*Try it*: Every record below is to be retyped exactly.

*Available data*:
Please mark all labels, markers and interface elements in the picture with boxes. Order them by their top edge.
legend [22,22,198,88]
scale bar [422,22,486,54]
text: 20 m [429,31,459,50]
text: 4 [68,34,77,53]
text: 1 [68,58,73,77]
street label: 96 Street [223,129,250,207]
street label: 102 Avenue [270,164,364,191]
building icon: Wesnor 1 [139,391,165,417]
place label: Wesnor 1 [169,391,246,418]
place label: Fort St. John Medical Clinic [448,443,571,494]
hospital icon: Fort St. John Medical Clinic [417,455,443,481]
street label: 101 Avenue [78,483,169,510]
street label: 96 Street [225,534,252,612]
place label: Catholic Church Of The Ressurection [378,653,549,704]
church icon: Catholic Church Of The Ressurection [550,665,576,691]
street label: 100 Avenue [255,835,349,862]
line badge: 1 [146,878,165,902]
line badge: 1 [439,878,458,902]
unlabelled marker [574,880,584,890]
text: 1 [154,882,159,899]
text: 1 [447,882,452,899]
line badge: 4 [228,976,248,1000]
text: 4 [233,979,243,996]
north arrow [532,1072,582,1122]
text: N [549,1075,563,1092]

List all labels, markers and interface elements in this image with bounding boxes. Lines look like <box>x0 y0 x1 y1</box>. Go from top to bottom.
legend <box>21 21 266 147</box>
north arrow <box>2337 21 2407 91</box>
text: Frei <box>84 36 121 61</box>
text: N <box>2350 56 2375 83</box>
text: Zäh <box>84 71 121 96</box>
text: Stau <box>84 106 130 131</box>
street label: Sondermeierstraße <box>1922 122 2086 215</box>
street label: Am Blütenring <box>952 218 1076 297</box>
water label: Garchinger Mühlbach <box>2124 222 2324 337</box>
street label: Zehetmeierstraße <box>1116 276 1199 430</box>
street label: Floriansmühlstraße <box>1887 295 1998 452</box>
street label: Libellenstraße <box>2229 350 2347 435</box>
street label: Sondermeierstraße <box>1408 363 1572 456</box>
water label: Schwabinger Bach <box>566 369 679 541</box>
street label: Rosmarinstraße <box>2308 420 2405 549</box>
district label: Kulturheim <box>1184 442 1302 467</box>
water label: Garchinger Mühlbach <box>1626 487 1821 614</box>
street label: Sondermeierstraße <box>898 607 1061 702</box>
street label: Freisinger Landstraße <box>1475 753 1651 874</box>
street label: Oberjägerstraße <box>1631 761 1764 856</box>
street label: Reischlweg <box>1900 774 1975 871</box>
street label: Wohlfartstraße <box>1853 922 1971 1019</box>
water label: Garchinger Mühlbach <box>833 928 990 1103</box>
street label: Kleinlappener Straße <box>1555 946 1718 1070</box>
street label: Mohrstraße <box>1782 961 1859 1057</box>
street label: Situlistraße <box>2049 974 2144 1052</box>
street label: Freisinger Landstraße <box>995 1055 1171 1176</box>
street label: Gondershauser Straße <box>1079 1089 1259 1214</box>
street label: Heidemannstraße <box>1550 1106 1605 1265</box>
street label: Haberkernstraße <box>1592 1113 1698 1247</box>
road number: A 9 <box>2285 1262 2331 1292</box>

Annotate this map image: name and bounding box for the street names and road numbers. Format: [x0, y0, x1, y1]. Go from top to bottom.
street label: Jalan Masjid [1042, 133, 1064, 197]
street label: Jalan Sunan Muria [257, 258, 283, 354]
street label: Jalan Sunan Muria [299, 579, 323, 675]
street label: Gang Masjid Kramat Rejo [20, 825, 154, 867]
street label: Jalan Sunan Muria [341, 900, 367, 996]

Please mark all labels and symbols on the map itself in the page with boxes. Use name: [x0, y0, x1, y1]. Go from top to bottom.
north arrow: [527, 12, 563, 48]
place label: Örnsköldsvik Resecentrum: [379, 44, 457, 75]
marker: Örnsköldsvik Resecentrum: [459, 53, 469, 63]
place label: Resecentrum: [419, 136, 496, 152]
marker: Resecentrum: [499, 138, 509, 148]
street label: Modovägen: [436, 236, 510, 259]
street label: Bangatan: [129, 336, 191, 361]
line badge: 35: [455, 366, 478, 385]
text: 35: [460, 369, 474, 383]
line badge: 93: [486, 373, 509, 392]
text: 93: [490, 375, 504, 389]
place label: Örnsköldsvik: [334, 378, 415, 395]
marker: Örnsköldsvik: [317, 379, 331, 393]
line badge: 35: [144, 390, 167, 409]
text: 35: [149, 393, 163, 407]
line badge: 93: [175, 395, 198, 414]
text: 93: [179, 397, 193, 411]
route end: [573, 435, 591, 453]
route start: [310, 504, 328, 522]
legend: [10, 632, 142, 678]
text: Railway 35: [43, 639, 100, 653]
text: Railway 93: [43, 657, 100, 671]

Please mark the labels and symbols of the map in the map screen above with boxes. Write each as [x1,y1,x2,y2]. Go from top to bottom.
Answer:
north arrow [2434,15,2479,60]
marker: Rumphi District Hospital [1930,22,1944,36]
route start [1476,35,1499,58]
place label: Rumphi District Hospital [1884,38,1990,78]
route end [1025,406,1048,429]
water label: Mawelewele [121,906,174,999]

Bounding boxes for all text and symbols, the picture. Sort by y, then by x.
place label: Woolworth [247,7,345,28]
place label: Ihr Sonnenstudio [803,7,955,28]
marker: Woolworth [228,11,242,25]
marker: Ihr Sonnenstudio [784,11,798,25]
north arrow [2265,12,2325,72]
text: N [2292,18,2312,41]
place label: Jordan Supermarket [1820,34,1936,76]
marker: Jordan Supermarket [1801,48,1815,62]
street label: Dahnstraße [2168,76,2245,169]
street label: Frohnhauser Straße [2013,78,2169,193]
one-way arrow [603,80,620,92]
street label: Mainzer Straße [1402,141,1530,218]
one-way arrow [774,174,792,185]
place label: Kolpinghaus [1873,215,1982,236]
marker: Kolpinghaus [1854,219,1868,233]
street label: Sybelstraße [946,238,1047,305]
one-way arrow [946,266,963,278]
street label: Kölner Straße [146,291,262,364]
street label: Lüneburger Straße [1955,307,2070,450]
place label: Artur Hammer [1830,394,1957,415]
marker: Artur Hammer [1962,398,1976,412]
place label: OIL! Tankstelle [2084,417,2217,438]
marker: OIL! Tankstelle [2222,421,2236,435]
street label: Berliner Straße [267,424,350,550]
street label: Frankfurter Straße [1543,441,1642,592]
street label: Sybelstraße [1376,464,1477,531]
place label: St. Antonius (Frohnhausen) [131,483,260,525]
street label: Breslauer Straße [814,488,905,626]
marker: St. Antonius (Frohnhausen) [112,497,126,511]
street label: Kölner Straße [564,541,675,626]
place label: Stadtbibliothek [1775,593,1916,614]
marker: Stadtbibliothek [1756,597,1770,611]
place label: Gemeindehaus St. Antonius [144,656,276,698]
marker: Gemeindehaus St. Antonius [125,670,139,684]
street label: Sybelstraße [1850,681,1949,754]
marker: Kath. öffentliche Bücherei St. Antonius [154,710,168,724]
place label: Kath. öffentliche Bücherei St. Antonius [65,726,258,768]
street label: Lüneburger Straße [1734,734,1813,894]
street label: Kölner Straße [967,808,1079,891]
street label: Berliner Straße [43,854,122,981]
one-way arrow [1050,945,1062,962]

*Problem solution*:
Please mark all labels, markers and interface elements in the picture with boxes. Order them by their top edge.
legend [22,22,198,88]
scale bar [422,22,486,54]
text: 20 m [429,31,459,50]
text: 4 [68,34,77,53]
text: 1 [68,58,73,77]
street label: 96 Street [223,129,250,207]
street label: 102 Avenue [270,164,364,191]
building icon: Wesnor 1 [139,391,165,417]
place label: Wesnor 1 [169,391,246,418]
place label: Fort St. John Medical Clinic [448,443,571,494]
hospital icon: Fort St. John Medical Clinic [417,455,443,481]
street label: 101 Avenue [78,483,169,510]
street label: 96 Street [225,534,252,612]
place label: Catholic Church Of The Ressurection [378,653,549,704]
church icon: Catholic Church Of The Ressurection [550,665,576,691]
street label: 100 Avenue [255,835,349,862]
line badge: 1 [146,878,165,902]
line badge: 1 [439,878,458,902]
unlabelled marker [574,880,584,890]
text: 1 [154,882,159,899]
text: 1 [447,882,452,899]
line badge: 4 [228,976,248,1000]
text: 4 [233,979,243,996]
north arrow [532,1072,582,1122]
text: N [549,1075,563,1092]

List all labels, markers and interface elements in this image with bounding boxes. Lines look like <box>x0 y0 x1 y1</box>. Go from top to bottom.
legend <box>21 21 266 147</box>
north arrow <box>2337 21 2407 91</box>
text: Frei <box>84 36 121 61</box>
text: N <box>2350 56 2375 83</box>
text: Zäh <box>84 71 121 96</box>
text: Stau <box>84 106 130 131</box>
street label: Sondermeierstraße <box>1922 122 2086 215</box>
street label: Am Blütenring <box>952 218 1076 297</box>
water label: Garchinger Mühlbach <box>2124 222 2324 337</box>
street label: Zehetmeierstraße <box>1116 276 1199 430</box>
street label: Floriansmühlstraße <box>1887 295 1998 452</box>
street label: Libellenstraße <box>2229 350 2347 435</box>
street label: Sondermeierstraße <box>1408 363 1572 456</box>
water label: Schwabinger Bach <box>566 369 679 541</box>
street label: Rosmarinstraße <box>2308 420 2405 549</box>
district label: Kulturheim <box>1184 442 1302 467</box>
water label: Garchinger Mühlbach <box>1626 487 1821 614</box>
street label: Sondermeierstraße <box>898 607 1061 702</box>
street label: Freisinger Landstraße <box>1475 753 1651 874</box>
street label: Oberjägerstraße <box>1631 761 1764 856</box>
street label: Reischlweg <box>1900 774 1975 871</box>
street label: Wohlfartstraße <box>1853 922 1971 1019</box>
water label: Garchinger Mühlbach <box>833 928 990 1103</box>
street label: Kleinlappener Straße <box>1555 946 1718 1070</box>
street label: Mohrstraße <box>1782 961 1859 1057</box>
street label: Situlistraße <box>2049 974 2144 1052</box>
street label: Freisinger Landstraße <box>995 1055 1171 1176</box>
street label: Gondershauser Straße <box>1079 1089 1259 1214</box>
street label: Heidemannstraße <box>1550 1106 1605 1265</box>
street label: Haberkernstraße <box>1592 1113 1698 1247</box>
road number: A 9 <box>2285 1262 2331 1292</box>

Annotate this map image: name and bounding box for the street names and road numbers. Format: [x0, y0, x1, y1]. Go from top to bottom.
street label: Jalan Masjid [1042, 133, 1064, 197]
street label: Jalan Sunan Muria [257, 258, 283, 354]
street label: Jalan Sunan Muria [299, 579, 323, 675]
street label: Gang Masjid Kramat Rejo [20, 825, 154, 867]
street label: Jalan Sunan Muria [341, 900, 367, 996]

Please mark all labels and symbols on the map itself in the page with boxes. Use name: [x0, y0, x1, y1]. Go from top to bottom.
north arrow: [527, 12, 563, 48]
place label: Örnsköldsvik Resecentrum: [379, 44, 457, 75]
marker: Örnsköldsvik Resecentrum: [459, 53, 469, 63]
place label: Resecentrum: [419, 136, 496, 152]
marker: Resecentrum: [499, 138, 509, 148]
street label: Modovägen: [436, 236, 510, 259]
street label: Bangatan: [129, 336, 191, 361]
line badge: 35: [455, 366, 478, 385]
text: 35: [460, 369, 474, 383]
line badge: 93: [486, 373, 509, 392]
text: 93: [490, 375, 504, 389]
place label: Örnsköldsvik: [334, 378, 415, 395]
marker: Örnsköldsvik: [317, 379, 331, 393]
line badge: 35: [144, 390, 167, 409]
text: 35: [149, 393, 163, 407]
line badge: 93: [175, 395, 198, 414]
text: 93: [179, 397, 193, 411]
route end: [573, 435, 591, 453]
route start: [310, 504, 328, 522]
legend: [10, 632, 142, 678]
text: Railway 35: [43, 639, 100, 653]
text: Railway 93: [43, 657, 100, 671]

Please mark the labels and symbols of the map in the map screen above with boxes. Write each as [x1,y1,x2,y2]. Go from top to bottom.
Answer:
north arrow [2434,15,2479,60]
marker: Rumphi District Hospital [1930,22,1944,36]
route start [1476,35,1499,58]
place label: Rumphi District Hospital [1884,38,1990,78]
route end [1025,406,1048,429]
water label: Mawelewele [121,906,174,999]

Bounding boxes for all text and symbols, the picture. Sort by y, then by x.
place label: Woolworth [247,7,345,28]
place label: Ihr Sonnenstudio [803,7,955,28]
marker: Woolworth [228,11,242,25]
marker: Ihr Sonnenstudio [784,11,798,25]
north arrow [2265,12,2325,72]
text: N [2292,18,2312,41]
place label: Jordan Supermarket [1820,34,1936,76]
marker: Jordan Supermarket [1801,48,1815,62]
street label: Dahnstraße [2168,76,2245,169]
street label: Frohnhauser Straße [2013,78,2169,193]
one-way arrow [603,80,620,92]
street label: Mainzer Straße [1402,141,1530,218]
one-way arrow [774,174,792,185]
place label: Kolpinghaus [1873,215,1982,236]
marker: Kolpinghaus [1854,219,1868,233]
street label: Sybelstraße [946,238,1047,305]
one-way arrow [946,266,963,278]
street label: Kölner Straße [146,291,262,364]
street label: Lüneburger Straße [1955,307,2070,450]
place label: Artur Hammer [1830,394,1957,415]
marker: Artur Hammer [1962,398,1976,412]
place label: OIL! Tankstelle [2084,417,2217,438]
marker: OIL! Tankstelle [2222,421,2236,435]
street label: Berliner Straße [267,424,350,550]
street label: Frankfurter Straße [1543,441,1642,592]
street label: Sybelstraße [1376,464,1477,531]
place label: St. Antonius (Frohnhausen) [131,483,260,525]
street label: Breslauer Straße [814,488,905,626]
marker: St. Antonius (Frohnhausen) [112,497,126,511]
street label: Kölner Straße [564,541,675,626]
place label: Stadtbibliothek [1775,593,1916,614]
marker: Stadtbibliothek [1756,597,1770,611]
place label: Gemeindehaus St. Antonius [144,656,276,698]
marker: Gemeindehaus St. Antonius [125,670,139,684]
street label: Sybelstraße [1850,681,1949,754]
marker: Kath. öffentliche Bücherei St. Antonius [154,710,168,724]
place label: Kath. öffentliche Bücherei St. Antonius [65,726,258,768]
street label: Lüneburger Straße [1734,734,1813,894]
street label: Kölner Straße [967,808,1079,891]
street label: Berliner Straße [43,854,122,981]
one-way arrow [1050,945,1062,962]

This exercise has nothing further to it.